[How to complete this task] Among the records, which lines include "fillStyle"? List them.

[Records for the task]

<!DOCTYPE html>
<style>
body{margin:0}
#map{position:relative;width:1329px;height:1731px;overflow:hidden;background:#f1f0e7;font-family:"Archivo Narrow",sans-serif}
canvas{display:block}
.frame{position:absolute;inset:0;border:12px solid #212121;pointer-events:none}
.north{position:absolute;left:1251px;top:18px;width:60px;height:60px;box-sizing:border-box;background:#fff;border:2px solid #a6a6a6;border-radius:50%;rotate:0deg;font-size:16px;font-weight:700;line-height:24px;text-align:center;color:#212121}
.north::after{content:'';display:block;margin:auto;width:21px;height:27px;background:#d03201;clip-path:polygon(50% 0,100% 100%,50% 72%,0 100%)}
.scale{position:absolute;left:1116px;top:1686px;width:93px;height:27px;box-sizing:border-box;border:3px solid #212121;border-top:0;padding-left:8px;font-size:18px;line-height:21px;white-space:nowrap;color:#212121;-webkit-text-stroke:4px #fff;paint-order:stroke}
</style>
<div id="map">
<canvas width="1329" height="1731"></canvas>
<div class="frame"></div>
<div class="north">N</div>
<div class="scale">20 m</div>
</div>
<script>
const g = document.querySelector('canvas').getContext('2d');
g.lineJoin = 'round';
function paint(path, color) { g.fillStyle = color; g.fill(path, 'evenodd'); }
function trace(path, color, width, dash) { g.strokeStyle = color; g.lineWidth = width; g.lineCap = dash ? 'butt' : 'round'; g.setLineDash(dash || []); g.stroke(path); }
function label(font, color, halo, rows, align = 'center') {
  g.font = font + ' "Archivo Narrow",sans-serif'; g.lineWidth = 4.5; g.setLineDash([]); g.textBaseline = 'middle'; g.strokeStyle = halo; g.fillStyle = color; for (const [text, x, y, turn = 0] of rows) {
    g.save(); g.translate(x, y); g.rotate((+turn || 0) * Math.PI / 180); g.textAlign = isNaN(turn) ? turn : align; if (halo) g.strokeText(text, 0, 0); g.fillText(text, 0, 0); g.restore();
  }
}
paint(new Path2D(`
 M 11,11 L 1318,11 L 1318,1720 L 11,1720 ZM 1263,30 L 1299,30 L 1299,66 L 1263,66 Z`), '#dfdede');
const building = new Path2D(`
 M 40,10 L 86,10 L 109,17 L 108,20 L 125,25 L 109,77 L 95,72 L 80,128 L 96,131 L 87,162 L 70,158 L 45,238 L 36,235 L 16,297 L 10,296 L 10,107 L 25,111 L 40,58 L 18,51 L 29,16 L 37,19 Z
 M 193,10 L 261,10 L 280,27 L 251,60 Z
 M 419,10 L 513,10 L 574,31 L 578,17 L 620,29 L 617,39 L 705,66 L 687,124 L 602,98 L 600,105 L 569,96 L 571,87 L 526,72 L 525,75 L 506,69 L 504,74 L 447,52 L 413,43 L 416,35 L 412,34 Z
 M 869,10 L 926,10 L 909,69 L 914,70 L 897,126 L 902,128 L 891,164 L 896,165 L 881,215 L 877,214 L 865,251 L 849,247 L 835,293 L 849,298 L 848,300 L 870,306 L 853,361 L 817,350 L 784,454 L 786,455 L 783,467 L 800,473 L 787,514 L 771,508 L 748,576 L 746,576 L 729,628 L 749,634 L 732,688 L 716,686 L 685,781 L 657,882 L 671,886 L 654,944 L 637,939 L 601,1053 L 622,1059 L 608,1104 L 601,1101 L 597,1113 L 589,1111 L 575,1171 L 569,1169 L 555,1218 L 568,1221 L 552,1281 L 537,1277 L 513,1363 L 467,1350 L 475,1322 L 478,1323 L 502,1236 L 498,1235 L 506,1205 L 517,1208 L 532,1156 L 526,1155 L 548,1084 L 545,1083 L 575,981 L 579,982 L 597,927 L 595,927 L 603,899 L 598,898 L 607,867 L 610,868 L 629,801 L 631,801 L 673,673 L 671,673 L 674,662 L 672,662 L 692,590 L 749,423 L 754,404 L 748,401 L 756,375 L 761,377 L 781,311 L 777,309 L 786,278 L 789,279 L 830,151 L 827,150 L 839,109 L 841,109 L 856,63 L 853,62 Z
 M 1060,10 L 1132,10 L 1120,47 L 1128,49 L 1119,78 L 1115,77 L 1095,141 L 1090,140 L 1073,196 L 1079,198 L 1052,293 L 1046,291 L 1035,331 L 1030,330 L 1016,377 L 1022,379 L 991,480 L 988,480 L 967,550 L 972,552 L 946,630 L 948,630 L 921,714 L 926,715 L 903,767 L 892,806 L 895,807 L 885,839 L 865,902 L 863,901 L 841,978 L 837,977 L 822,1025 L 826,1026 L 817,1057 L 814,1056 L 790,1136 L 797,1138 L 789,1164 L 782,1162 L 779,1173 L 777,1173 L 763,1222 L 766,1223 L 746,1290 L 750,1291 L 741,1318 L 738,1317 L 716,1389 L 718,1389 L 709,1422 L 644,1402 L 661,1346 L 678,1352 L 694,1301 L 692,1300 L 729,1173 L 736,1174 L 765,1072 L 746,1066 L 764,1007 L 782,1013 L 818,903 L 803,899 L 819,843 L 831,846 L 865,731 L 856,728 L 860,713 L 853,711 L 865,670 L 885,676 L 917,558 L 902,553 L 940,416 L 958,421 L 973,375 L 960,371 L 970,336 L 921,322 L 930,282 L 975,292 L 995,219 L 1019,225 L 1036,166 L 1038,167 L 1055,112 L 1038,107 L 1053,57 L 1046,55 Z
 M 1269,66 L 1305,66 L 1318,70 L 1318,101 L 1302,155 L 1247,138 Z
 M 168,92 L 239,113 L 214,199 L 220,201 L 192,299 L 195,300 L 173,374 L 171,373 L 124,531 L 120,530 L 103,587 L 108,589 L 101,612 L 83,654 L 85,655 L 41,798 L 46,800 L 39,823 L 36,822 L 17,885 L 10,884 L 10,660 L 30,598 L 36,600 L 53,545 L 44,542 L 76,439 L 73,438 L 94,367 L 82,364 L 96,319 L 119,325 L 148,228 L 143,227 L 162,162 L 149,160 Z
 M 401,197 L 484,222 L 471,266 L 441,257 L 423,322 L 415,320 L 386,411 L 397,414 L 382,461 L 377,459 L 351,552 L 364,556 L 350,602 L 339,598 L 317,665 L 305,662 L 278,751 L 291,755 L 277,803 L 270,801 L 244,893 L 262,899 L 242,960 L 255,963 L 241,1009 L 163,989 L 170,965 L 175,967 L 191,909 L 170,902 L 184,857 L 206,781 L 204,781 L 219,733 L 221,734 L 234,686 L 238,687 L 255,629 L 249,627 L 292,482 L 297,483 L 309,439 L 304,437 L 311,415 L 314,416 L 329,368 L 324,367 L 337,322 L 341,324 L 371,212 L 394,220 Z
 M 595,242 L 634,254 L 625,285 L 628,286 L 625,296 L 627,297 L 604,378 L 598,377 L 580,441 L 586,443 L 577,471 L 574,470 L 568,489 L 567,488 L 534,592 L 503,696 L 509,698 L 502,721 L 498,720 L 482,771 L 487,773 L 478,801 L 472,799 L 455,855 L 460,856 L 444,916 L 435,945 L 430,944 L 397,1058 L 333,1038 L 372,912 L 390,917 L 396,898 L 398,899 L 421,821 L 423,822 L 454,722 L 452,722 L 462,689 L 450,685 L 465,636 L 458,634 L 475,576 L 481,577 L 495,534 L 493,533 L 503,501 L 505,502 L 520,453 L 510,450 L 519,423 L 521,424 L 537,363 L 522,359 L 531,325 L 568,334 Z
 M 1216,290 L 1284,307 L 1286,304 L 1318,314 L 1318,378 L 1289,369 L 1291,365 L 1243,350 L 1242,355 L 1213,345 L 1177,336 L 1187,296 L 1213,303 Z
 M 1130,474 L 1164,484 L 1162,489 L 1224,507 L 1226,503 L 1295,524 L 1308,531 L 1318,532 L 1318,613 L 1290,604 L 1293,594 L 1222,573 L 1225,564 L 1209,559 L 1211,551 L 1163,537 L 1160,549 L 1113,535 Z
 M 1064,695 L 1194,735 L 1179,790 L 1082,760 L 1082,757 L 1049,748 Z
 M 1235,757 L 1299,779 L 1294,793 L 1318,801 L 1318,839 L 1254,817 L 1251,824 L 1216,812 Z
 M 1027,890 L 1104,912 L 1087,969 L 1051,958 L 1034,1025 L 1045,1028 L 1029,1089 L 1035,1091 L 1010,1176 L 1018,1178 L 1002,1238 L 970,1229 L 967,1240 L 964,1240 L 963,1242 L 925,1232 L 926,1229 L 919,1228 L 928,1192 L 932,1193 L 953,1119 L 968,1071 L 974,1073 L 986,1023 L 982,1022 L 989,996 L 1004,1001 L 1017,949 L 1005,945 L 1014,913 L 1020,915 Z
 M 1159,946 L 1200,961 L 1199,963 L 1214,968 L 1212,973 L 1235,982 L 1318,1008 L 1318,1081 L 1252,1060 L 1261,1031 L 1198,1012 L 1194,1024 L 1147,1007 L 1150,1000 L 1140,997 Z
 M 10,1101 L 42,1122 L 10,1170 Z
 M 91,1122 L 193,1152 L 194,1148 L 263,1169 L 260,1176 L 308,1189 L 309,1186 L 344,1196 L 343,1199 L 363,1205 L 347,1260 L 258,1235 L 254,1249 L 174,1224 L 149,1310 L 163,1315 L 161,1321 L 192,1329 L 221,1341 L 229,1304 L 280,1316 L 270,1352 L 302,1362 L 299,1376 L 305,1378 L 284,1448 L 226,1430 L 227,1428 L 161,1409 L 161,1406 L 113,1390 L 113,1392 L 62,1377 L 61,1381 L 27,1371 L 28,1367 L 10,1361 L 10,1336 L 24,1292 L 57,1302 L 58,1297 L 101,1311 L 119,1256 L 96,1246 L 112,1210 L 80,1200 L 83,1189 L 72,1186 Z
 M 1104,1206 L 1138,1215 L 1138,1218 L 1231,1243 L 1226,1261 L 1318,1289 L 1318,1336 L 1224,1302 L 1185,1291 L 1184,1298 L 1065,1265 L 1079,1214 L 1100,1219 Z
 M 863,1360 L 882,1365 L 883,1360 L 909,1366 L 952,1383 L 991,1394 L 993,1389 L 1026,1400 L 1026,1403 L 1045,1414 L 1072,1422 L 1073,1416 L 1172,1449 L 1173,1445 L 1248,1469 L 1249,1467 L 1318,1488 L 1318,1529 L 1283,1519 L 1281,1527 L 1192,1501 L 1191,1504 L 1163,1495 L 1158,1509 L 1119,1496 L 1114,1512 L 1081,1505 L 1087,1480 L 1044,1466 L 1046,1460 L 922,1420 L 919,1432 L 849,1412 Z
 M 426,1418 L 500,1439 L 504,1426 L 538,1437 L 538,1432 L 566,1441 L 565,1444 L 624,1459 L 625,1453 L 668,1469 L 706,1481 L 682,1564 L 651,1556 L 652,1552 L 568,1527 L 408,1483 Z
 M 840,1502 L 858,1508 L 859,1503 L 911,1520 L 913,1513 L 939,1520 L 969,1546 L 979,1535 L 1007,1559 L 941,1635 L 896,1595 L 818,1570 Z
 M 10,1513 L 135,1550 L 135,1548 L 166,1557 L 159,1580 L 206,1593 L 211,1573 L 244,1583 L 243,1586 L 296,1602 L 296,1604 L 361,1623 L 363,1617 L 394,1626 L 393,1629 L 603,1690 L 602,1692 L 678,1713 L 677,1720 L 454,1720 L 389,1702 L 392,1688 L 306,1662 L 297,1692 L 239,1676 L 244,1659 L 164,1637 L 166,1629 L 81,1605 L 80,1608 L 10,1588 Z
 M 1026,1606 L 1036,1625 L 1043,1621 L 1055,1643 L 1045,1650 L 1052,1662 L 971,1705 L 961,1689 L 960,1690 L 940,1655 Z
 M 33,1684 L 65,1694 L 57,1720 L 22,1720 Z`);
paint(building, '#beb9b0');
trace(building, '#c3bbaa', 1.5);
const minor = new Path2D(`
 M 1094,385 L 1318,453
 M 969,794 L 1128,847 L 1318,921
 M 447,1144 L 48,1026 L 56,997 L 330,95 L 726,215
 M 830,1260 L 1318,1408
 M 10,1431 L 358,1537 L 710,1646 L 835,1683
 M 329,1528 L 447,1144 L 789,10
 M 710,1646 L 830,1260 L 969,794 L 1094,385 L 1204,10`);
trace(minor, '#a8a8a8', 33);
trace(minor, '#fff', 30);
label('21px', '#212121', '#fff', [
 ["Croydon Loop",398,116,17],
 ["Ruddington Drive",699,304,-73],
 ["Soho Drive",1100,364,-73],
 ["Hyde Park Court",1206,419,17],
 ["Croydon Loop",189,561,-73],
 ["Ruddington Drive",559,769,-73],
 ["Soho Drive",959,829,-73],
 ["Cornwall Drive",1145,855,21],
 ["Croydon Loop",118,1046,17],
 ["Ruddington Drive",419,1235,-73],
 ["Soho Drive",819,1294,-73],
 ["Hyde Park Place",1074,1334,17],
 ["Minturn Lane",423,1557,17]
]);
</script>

[Response to this exercise]
function paint(path, color) { g.fillStyle = color; g.fill(path, 'evenodd'); }
  g.font = font + ' "Archivo Narrow",sans-serif'; g.lineWidth = 4.5; g.setLineDash([]); g.textBaseline = 'middle'; g.strokeStyle = halo; g.fillStyle = color; for (const [text, x, y, turn = 0] of rows) {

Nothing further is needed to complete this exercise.